En Colombia, este fenómeno se explica también por la expansión del entorno digital. En 2024, el 88% de las personas tenía un teléfono inteligente, según la Comisión de Regulación de Comunicaciones (CRC). Y en 2025, el 82,3 % de las operaciones financieras se realizaron por canales no presenciales, de acuerdo con la Superintendencia Financiera.

Ese contexto facilita la adopción de suscripciones: pagos automáticos, acceso inmediato y ofertas constantes. La CRC también encontró que el 32 % de las personas mayores de 15 años accede a plataformas OTT, mientras que un 3% ha cancelado su televisión por suscripción para migrar a estos servicios.

El problema no es solo cuánto se paga, sino cómo se percibe. Según Asobancaria, los gastos hormiga pueden representar entre el 10 % y el 15 % de un salario mínimo mensual —hasta $ 213.000—, un impacto silencioso que se siente con más fuerza en un contexto de inflación y presión sobre el costo de vida.

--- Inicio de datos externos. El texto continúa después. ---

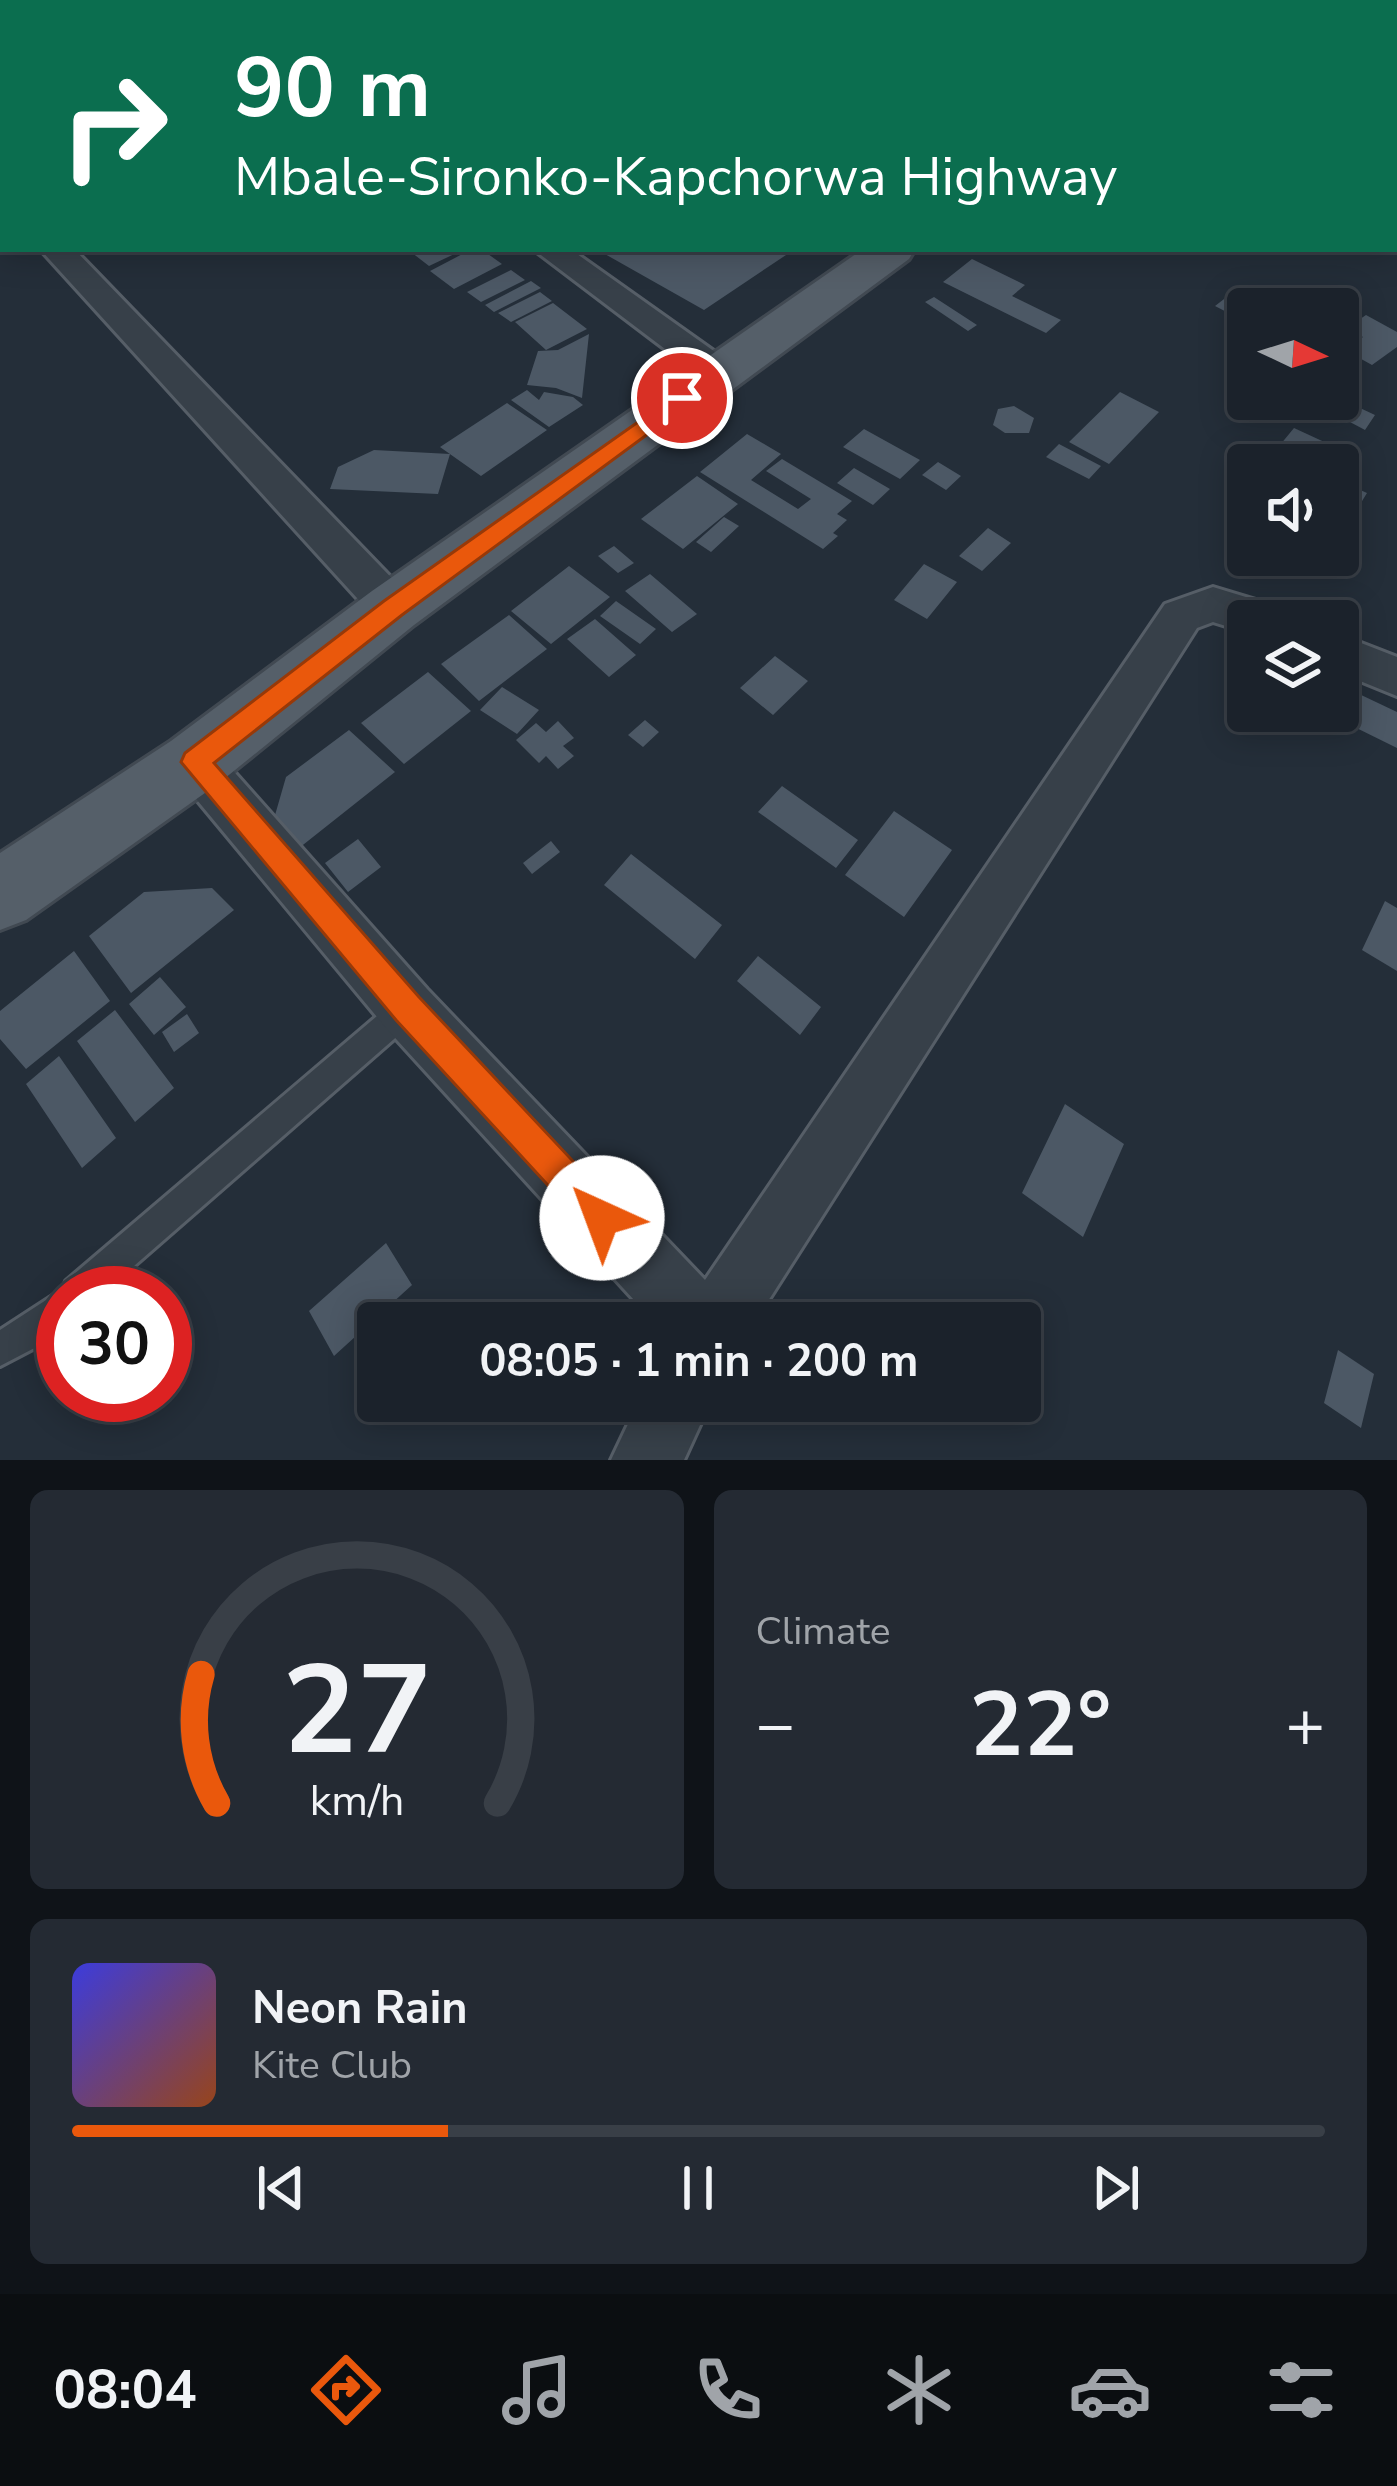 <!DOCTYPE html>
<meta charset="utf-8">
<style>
body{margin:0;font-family:"Nunito Sans",sans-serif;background:#242a33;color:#f1f3f6;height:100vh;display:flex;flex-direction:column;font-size:45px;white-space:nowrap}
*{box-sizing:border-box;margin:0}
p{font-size:39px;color:#a0a4a9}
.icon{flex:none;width:66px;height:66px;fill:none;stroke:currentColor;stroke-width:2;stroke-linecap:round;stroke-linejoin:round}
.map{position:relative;height:1460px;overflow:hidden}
.panel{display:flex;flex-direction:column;gap:30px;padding:30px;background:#0f1318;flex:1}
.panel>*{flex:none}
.top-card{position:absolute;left:0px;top:0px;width:1398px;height:252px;box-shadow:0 6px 30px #0003,0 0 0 3px #393f47;background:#0b6e4f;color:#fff;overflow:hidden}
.needle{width:78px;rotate:94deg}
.fabs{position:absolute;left:1227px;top:288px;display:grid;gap:24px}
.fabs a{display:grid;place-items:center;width:132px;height:132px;border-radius:12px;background:#1b222b;box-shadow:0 6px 30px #0003,0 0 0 3px #393f47;font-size:60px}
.speed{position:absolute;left:36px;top:1266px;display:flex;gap:24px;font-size:60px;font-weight:700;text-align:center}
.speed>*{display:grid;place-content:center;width:156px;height:156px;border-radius:50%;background:#1b222b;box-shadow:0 6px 30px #0003,0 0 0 3px #393f47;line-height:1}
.speed .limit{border:18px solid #d22;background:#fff;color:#111}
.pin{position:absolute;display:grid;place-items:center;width:102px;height:102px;color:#fff;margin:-51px;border:6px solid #fff;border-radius:50%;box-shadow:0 3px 12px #0007}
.me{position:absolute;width:132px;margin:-66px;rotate:317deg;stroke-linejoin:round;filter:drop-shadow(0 0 9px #0008)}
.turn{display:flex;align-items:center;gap:42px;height:252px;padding:0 36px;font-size:54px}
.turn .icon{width:156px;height:156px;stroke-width:2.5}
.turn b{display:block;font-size:84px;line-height:102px}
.big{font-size:90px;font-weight:700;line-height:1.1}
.panel .tile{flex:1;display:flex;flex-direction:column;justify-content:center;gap:18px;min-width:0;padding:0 42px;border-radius:18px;background:#242a33}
.panel .dial{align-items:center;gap:0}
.dial svg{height:312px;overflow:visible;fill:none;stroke:#393f47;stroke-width:7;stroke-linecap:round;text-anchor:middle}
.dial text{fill:#f1f3f6;stroke:none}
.song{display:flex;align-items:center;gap:36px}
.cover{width:144px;height:144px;border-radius:18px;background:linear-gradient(135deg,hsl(240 70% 55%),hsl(20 70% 35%))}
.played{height:12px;border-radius:6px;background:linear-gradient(90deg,#ea580c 30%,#393f47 30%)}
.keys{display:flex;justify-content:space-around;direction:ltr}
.heat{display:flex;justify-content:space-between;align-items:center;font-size:66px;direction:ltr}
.panel .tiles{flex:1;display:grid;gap:30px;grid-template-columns:1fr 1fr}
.tile:last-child{grid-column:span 2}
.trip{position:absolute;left:357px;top:1302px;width:684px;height:120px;border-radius:12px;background:#1b222b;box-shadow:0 6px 30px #0003,0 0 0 3px #393f47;font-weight:700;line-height:120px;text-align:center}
.tab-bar{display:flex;height:192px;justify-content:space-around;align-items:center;background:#0b0e11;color:#a0a4a9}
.tab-bar .icon{width:84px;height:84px}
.tab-bar .selected{color:#ea580c}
.tab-bar b{font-size:54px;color:#f1f3f6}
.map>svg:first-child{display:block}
.building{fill:#4c5865}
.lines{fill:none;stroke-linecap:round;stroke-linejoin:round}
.service-casing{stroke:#565e67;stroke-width:6}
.minor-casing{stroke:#565e67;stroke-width:6}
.primary-casing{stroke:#414952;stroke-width:6}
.service{fill:#374049;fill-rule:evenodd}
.minor{fill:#374049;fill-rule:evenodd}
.primary{fill:#555f69;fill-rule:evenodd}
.route{fill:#ea580c;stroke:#983908;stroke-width:3}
</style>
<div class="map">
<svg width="1397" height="1460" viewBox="0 0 1397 1460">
<rect width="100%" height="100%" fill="#242e39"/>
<path class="building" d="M 407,249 L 465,249 L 429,266 Z
M 472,249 L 481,249 L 502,264 L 454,289 L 430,271 Z
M 596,249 L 795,249 L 704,310 Z
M 972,259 L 1025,285 L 1012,296 L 1061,320 L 1046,333 L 943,282 Z
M 511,270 L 525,280 L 481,302 L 467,292 Z
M 531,281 L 541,288 L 494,312 L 485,305 Z
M 1237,289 L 1266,303 L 1248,309 L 1244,321 L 1215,306 Z
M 540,292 L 552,301 L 511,322 L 498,313 Z
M 934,297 L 977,325 L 968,331 L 925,302 Z
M 553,303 L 587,329 L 546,350 L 515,322 Z
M 1366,315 L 1397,332 L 1397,347 L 1372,365 L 1345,350 L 1363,337 L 1347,328 Z
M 589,334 L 582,398 L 556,388 L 527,385 L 538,351 L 558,350 Z
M 527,390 L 539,400 L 544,392 L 573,397 L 583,405 L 549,427 L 511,400 Z
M 1120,392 L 1159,412 L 1109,464 L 1069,442 Z
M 1345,401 L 1375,415 L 1365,430 L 1333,413 Z
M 507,403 L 547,430 L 481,476 L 440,447 Z
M 1014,406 L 1034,418 L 1029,433 L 1005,433 L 993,425 L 998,409 Z
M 1294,428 L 1359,458 L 1345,477 L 1338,473 L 1338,465 L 1321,465 L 1280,445 Z
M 864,429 L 920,460 L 900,479 L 843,447 Z
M 747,434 L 781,454 L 751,480 L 798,509 L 811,499 L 766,471 L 782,459 L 852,501 L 837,514 L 847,520 L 833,533 L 838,536 L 823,549 L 700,472 Z
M 1059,444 L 1101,466 L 1089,479 L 1046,457 Z
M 374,450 L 450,454 L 438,494 L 330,489 L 338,467 Z
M 938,462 L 961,476 L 946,490 L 922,475 Z
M 854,468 L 890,489 L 873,505 L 837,483 Z
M 697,476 L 738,504 L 683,549 L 641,519 Z
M 1338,480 L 1367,493 L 1359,506 L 1338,496 Z
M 724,517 L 739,526 L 711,552 L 696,542 Z
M 988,528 L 1011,543 L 982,571 L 959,556 Z
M 614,546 L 634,563 L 618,573 L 598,556 Z
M 924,564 L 957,582 L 927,619 L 894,600 Z
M 569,566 L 610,597 L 551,644 L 511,611 Z
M 650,574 L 697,614 L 672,632 L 625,591 Z
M 616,601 L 656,629 L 640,644 L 600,616 Z
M 509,615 L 547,649 L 479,701 L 441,664 Z
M 595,619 L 636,655 L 609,677 L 567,639 Z
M 775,656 L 808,681 L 773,715 L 740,688 Z
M 428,672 L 471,711 L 404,764 L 361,723 Z
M 1338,684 L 1397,712 L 1397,748 L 1322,711 L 1338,711 Z
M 502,687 L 539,710 L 517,734 L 480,710 Z
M 645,720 L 659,732 L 643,747 L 628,735 Z
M 558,721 L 574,738 L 563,746 L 574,756 L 558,769 L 546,756 L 539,763 L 516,740 L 536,723 L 546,732 Z
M 349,730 L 395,772 L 289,856 L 271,829 L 286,777 Z
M 782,786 L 858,840 L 836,868 L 758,812 Z
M 894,811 L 952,850 L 904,917 L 845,875 Z
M 358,839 L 381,867 L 348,892 L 325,863 Z
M 551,841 L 560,852 L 532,874 L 523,863 Z
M 631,854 L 722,925 L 695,959 L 604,885 Z
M 212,888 L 234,910 L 131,993 L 89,936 L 144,892 Z
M 1385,901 L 1397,908 L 1397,971 L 1362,950 Z
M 74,951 L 110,1001 L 26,1069 L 0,1039 L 0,1011 Z
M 758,956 L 821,1007 L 800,1035 L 737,981 Z
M 160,977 L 186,1007 L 154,1035 L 129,1004 Z
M 115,1010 L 174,1088 L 135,1122 L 77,1041 Z
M 187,1014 L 199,1033 L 174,1052 L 162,1032 Z
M 59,1056 L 116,1138 L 82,1168 L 26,1084 Z
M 1065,1104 L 1124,1144 L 1083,1237 L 1022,1193 Z
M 386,1243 L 412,1285 L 334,1356 L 309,1311 Z
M 1338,1350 L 1374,1374 L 1361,1428 L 1324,1403 Z"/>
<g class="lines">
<defs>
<path id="service" d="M 407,995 L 417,999 L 421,1009 L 417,1019 L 103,1293 L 63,1293 L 63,1328 L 46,1342 L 0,1366 L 0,1330 L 63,1289 L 66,1281 L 397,999 Z"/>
<path id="minor" d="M 3,52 L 3,69 L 0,70 L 0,53 Z
M 1395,81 L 1397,81 L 1397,98 L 1395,98 Z
M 0,180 L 3,181 L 3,201 L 0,200 Z
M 40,249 L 74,249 L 409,596 L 415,608 L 409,620 L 393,625 L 377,620 Z
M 533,249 L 570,249 L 732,364 L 737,372 L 732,380 L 706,380 Z
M 1213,587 L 1282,608 L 1288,621 L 1248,621 L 1248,633 L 1213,622 L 1197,628 L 754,1323 L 655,1323 L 387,1029 L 178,777 L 170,762 L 178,747 L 195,741 L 212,747 L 427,989 L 705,1280 L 1165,604 Z
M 1338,634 L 1397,657 L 1397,696 L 1338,672 Z
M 639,1401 L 711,1401 L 684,1460 L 611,1460 Z"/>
<path id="primary" d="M 1289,0 L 1326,0 L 1287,3 Z
M 863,249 L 915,249 L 909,259 L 414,625 L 219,783 L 26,920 L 0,930 L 0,853 L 171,741 L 372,591 Z"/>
</defs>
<use href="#service" class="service-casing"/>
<use href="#minor" class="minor-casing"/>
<use href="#primary" class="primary-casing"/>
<use href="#service" class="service"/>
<use href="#minor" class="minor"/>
<use href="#primary" class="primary"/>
</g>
<path class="route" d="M 682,391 L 693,398 L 690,403 L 402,615 L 214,763 L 419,997 L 615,1206 L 620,1218 L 615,1231 L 602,1236 L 590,1231 L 396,1020 L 181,762 L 185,753 L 384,601 Z"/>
</svg>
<div class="fabs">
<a><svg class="needle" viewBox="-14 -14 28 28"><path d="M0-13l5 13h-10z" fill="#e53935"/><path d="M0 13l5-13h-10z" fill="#a0a4a9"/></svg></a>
<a><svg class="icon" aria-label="sound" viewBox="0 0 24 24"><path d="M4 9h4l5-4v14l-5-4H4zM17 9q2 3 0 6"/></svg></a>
<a><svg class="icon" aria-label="layers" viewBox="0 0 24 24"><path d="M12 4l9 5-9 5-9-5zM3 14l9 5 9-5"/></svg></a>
</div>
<div class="speed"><div class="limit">30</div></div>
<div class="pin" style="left:682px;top:398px;background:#d93025"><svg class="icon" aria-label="arrive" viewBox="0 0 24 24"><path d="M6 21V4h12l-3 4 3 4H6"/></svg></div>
<svg class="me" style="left:602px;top:1218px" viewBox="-20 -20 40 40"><circle r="19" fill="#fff"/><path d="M0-13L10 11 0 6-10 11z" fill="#ea580c"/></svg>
<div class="trip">08:05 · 1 min · 200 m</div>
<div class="top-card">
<div class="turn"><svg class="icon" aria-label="right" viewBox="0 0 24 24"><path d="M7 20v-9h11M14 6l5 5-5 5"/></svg><div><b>90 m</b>Mbale-Sironko-Kapchorwa Highway</div></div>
</div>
</div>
<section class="panel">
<div class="tiles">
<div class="tile dial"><svg viewBox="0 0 100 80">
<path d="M14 69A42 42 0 1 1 86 69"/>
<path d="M14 69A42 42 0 0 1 10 36" stroke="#ea580c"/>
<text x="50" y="56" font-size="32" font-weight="700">27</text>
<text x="50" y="72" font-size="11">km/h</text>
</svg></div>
<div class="tile"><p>Climate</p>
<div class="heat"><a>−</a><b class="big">22°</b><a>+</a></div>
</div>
<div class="tile">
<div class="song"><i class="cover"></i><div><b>Neon Rain</b><p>Kite Club</p></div></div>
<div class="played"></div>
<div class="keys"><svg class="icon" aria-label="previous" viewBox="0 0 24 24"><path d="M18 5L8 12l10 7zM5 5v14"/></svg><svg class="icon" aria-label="pause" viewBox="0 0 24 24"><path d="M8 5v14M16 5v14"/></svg><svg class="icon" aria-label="next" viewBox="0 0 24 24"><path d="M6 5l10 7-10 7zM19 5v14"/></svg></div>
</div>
</div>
</section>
<nav class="tab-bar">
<b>08:04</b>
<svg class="icon selected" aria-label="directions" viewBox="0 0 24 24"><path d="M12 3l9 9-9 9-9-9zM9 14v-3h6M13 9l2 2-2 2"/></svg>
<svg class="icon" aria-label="music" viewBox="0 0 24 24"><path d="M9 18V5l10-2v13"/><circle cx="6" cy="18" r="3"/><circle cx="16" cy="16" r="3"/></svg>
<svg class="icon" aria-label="phone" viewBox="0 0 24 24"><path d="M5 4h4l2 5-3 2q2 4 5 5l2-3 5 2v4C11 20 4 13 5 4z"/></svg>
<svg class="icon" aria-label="climate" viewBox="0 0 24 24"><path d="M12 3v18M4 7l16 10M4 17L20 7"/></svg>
<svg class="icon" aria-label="car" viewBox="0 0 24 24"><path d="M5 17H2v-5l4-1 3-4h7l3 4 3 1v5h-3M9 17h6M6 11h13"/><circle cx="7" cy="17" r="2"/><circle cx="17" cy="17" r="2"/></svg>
<svg class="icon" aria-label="filters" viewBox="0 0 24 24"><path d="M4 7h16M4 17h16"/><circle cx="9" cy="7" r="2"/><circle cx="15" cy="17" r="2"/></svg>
</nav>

En ese escenario, las suscripciones ocupan un lugar cada vez más relevante. No son un gasto visible como el arriendo o los servicios públicos, pero su acumulación puede ser igual de significativa.

Y ahí está el reto: entender cuánto de ese consumo realmente aporta valor… y cuánto responde simplemente a la inercia de un modelo que convirtió el “pago automático” en parte de la vida diaria.